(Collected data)
┄┄┄┄┄┄┄┄┄┄
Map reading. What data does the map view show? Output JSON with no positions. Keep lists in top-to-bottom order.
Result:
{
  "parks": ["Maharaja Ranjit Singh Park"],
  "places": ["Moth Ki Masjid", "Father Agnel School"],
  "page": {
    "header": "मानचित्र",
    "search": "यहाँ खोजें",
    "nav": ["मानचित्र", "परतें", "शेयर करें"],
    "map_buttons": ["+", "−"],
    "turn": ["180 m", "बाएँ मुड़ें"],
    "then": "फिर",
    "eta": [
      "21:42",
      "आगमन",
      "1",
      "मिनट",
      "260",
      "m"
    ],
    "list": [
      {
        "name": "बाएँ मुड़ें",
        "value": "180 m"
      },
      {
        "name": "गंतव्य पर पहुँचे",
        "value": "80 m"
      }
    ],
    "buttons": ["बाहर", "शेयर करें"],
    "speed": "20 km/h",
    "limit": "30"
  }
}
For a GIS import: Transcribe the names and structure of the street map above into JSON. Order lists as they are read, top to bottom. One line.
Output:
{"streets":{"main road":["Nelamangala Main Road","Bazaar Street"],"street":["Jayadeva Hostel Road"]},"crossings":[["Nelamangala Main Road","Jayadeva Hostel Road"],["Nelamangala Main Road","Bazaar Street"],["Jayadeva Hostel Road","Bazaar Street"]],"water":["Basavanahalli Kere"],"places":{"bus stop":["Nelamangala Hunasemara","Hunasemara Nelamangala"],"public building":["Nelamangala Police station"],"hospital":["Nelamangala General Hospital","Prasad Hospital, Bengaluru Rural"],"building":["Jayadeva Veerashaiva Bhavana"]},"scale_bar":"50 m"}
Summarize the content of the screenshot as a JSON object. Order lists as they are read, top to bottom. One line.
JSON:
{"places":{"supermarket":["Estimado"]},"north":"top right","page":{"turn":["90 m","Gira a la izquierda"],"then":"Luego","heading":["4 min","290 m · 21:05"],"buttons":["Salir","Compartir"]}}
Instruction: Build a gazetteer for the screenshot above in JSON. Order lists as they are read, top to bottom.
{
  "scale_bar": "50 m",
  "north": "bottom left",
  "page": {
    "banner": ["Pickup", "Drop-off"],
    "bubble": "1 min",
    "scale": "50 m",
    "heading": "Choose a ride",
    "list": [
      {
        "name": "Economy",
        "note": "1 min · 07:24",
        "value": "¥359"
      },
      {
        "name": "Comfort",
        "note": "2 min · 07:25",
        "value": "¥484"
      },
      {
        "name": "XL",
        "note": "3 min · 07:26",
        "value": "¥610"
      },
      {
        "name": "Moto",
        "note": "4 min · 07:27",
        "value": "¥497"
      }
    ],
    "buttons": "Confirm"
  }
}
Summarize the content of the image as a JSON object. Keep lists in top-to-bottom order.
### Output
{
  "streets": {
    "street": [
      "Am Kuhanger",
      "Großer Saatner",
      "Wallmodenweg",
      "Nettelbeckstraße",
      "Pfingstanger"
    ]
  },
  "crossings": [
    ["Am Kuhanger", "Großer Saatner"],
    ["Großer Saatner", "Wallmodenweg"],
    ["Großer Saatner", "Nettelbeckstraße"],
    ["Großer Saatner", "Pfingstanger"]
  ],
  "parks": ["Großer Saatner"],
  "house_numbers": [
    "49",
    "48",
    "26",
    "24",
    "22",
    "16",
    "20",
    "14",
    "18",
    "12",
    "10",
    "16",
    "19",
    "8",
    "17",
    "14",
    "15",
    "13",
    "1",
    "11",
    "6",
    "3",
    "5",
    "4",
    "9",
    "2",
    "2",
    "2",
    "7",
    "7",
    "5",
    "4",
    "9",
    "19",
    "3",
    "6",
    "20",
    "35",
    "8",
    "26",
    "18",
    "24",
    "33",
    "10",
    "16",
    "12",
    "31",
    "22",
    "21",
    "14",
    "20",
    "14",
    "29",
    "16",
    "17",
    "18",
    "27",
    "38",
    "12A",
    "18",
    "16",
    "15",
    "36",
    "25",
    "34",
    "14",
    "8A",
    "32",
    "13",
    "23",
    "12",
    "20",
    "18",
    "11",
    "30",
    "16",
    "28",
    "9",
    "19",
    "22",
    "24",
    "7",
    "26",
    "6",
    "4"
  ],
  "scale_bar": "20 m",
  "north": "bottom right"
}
┄┄┄┄┄┄┄┄┄┄
(YOUR OBJECTIVE) For the entries above, please state how many lines contain the string "Summarize"; give the number and nothing else.

(TASK RESPONSE) 2